As we can see, the parasitic capacitors provide a low-impedance path for current flow at higher frequencies, thereby reducing the actual current available for electrical to optical conversion. This current is represented by  $I_{R_j}$ .

#### 6.4.2. **Optical Model**



Figure 6-5 Optical Model of the VCSEL

We saw in Section 6.2 that the output power is proportional to the current above the threshold driven through the VCSEL. This is represented in the optical model by a dependent source with  $\eta$  (the slope efficiency) as the proportionality constant. Next, we saw in Section 6.3 that the VCSEL exhibits the optical response as a second order low pass filter with damping. We emulate this behavior using a second order LPF rendition employing an RLC circuit. Also, we make it dynamic and non-linear by taking into account the dependencies in equations (6-8) and (6-9).

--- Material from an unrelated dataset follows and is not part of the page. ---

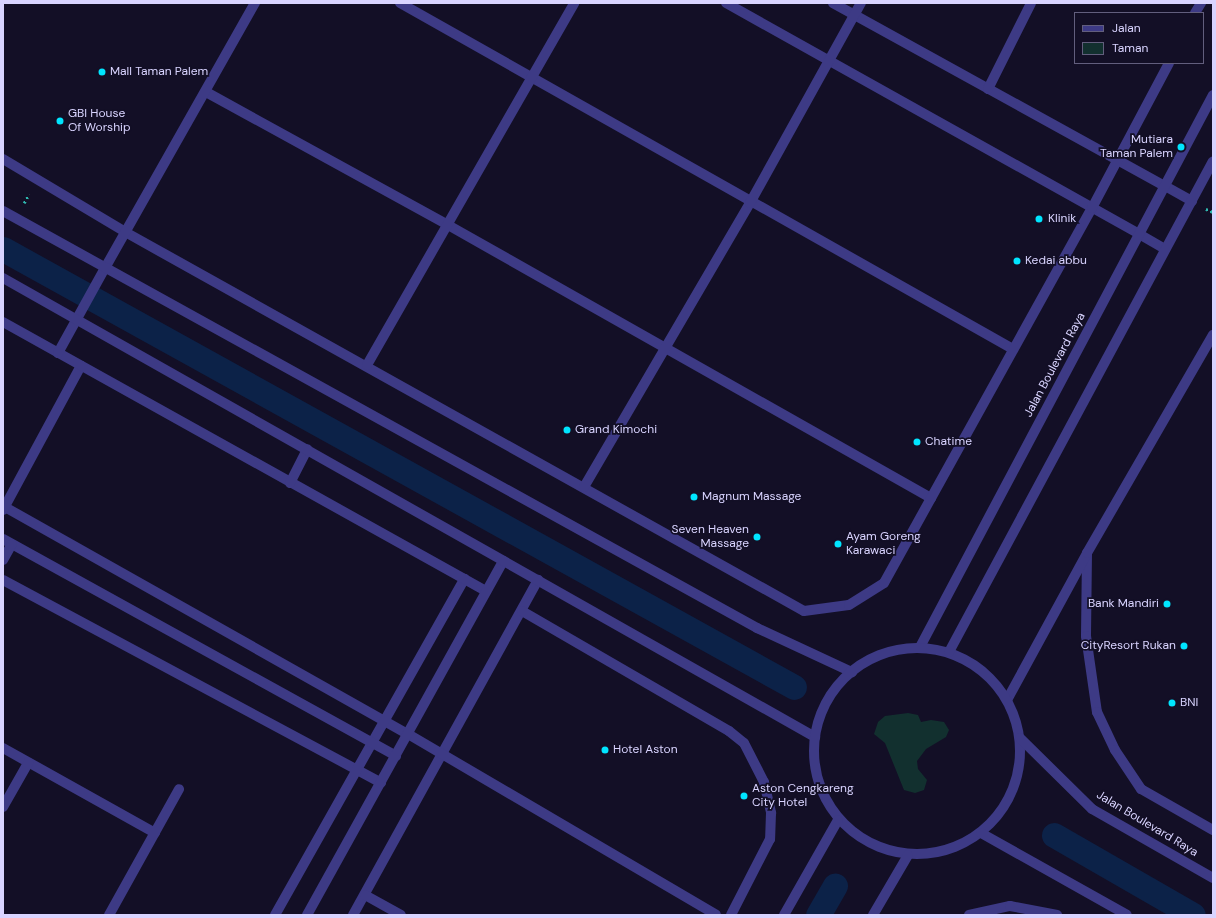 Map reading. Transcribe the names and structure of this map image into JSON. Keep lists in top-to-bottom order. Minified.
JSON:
{"streets":{"street":["Jalan Boulevard Raya"]},"places":["Mall Taman Palem","GBI House Of Worship","Mutiara Taman Palem","Klinik","Kedai abbu","Grand Kimochi","Chatime","Magnum Massage","Seven Heaven Massage","Ayam Goreng Karawaci","Bank Mandiri","CityResort Rukan","BNI","Hotel Aston","Aston Cengkareng City Hotel"],"legend":["Jalan","Taman"]} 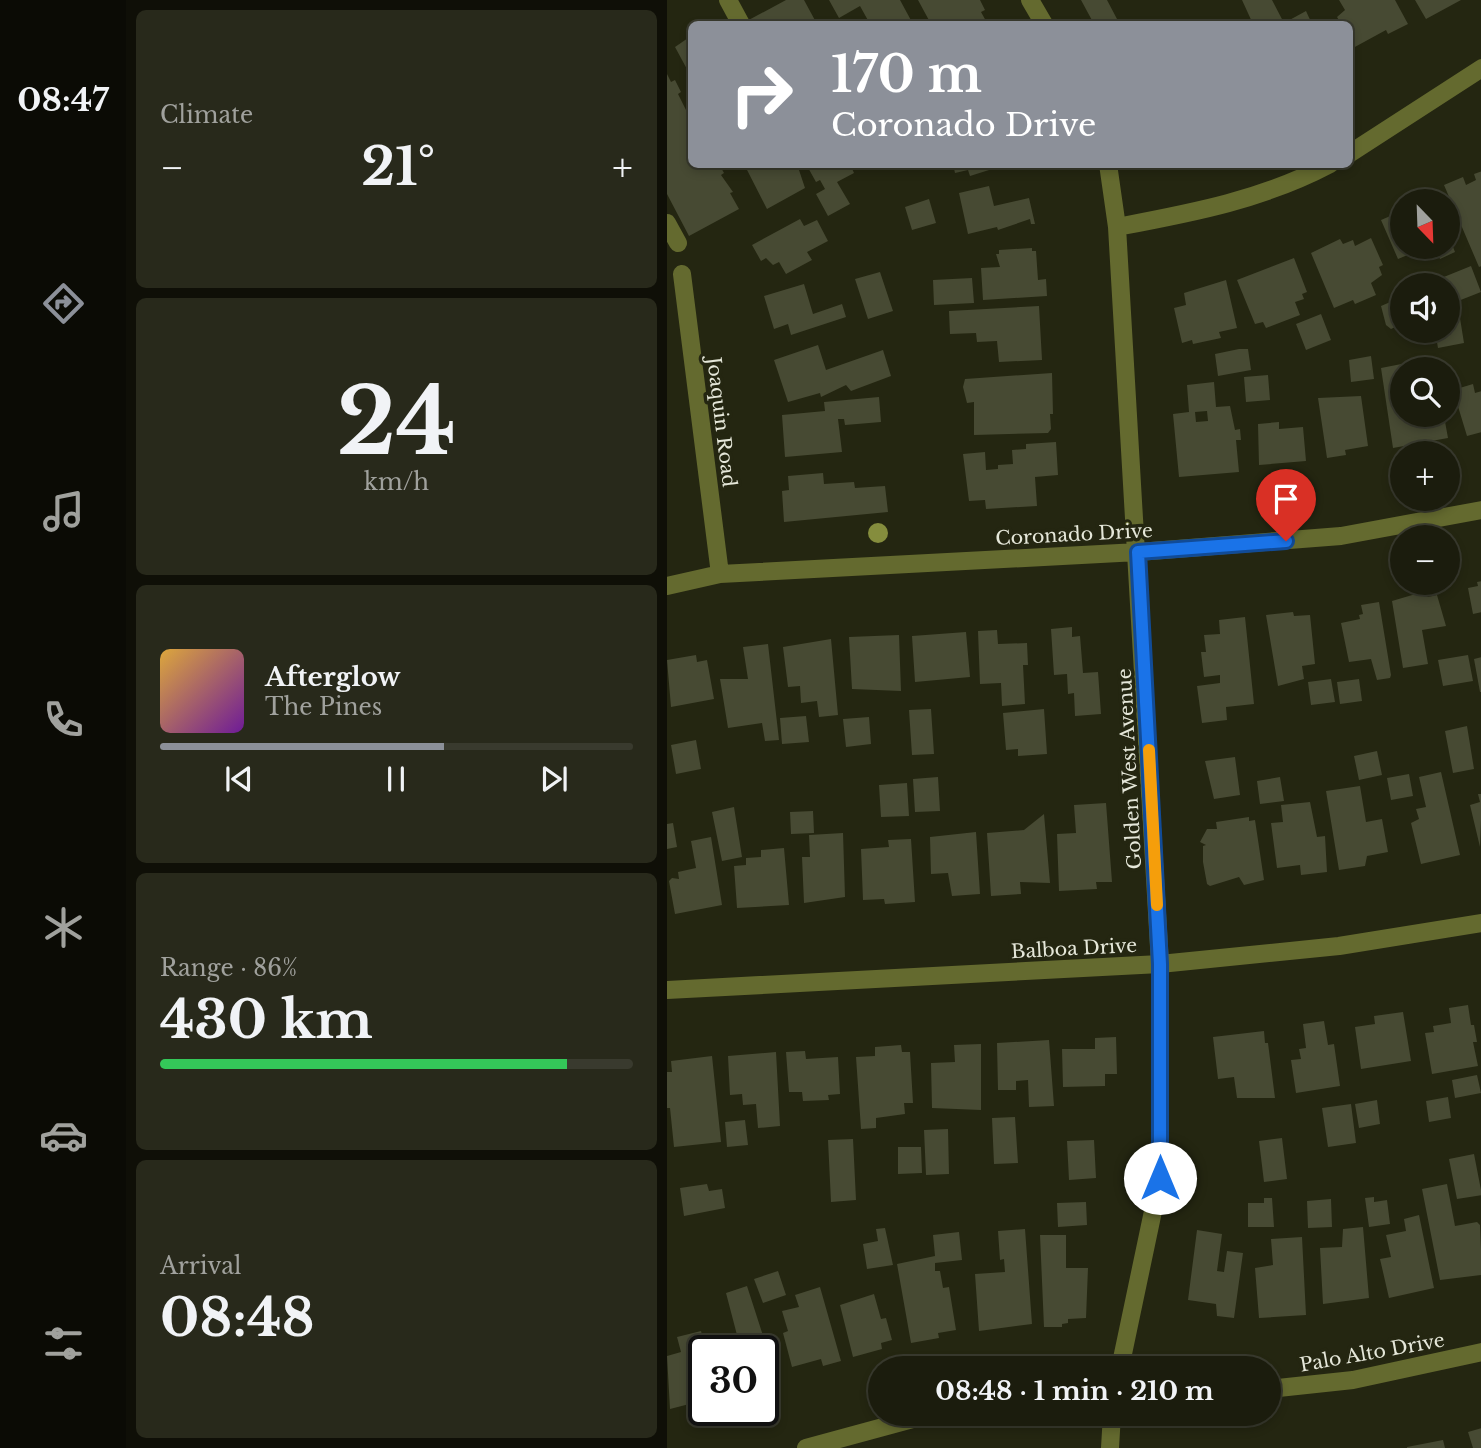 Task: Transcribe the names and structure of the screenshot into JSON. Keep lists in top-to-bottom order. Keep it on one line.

Figure 6-5 shows the optical model. The output power is a non-linear low-pass version of the input power. The transfer function of this model is given by

$$\frac{P_{out}(f)}{\eta(I - I_{TH})(f)} = \frac{1}{1 - L_{VL}C_{VL}\left(\frac{f}{2\pi}\right)^2 + j\left(\frac{f}{2\pi}\right)R_{VL}C_{VL}}.$$
(6-10)

We can fix the values of  $L_{VL}$ ,  $C_{VL}$ , and  $R_{VL}$  by comparing Equation (6-10) with Equation (6-6). As the former has one variable more than the latter, we fix  $C_{VL}$  to be 100 *fF*. Now, we can estimate the values of  $L_{VL}$  and  $R_{VL}$  as

$$L_{VL} = \frac{1}{4\pi^2 C_{VL} D^2 (I - I_{TH})} \text{ and}$$
(6-11)

$$R_{VL} = (Kf_r^2 + \gamma_0) \times L_{VL} \,. \tag{6-12}$$

The values of the constants to estimate the values of  $L_{VL}$  and  $R_{VL}$  are shown in Table 6-1.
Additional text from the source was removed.